The European Union on Thursday dismissed sanctions that the Islamic Republic imposed on several EU individuals and media outlets in a tit-for-tat move as "purely politically motivated."
Expressing concerns about the clerical regime's ongoing violent crackdown on antigovernment protests, EU’s lead spokesperson for foreign affairs Peter Stano told journalists Thursday that contrary to Tehran’s sanctions, “when you take the EU sanctions (on Iran), they are adopted on clear legal grounds, based on the evidence of human rights violations in Iran."
In reaction to the EU’s October 17 sanctions targeting Iranian individuals and entities over their role in the brutal suppression of peaceful protests,Tehran announced Wednesday sanctions against eight institutions and 12 individuals based in the EU.
Iran’s Foreign Ministry claimed that the Islamic Republic’s sanctions were imposed due to “deliberate actions in support of terrorism and terrorist groups, encouraging and inciting terrorism, violence, and hatred, which has caused riots, violence, terrorist acts, and human rights violations against the people of Iran.”

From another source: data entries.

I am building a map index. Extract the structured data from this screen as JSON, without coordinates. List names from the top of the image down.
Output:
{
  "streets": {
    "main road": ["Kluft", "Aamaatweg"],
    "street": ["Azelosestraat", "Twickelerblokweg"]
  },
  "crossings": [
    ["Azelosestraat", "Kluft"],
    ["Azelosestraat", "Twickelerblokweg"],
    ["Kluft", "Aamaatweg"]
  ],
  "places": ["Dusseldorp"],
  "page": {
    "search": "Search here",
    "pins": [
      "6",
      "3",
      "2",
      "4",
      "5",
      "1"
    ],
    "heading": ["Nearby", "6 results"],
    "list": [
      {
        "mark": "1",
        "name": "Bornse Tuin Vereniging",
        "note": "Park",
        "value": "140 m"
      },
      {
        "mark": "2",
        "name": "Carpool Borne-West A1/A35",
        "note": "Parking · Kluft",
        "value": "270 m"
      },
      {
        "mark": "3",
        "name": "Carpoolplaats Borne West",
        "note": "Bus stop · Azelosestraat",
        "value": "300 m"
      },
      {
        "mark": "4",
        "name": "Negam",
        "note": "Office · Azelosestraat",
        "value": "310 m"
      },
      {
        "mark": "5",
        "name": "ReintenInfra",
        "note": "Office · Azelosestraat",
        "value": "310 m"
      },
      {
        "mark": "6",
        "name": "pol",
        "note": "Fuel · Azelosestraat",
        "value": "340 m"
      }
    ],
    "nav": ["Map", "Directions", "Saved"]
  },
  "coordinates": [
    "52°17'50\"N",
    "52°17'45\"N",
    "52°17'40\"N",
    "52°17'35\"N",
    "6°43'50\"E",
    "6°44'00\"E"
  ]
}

Iranian authorities, including the Supreme leader and the president, accuse Western countries and Israel of being behind the current wave of antigovernment protests, ignited by the death in custody of 22-year-old Mahsa Amini.
The new list of sanctions includes the Persian-language services of Germany’s Deutsche Welle and France’s RFI, extending Iran’s animosity against foreign-based channels that it says are promoting an uprising such as BBC Persian and Iran International. Two directors of the German newspaper Bild were also blacklisted.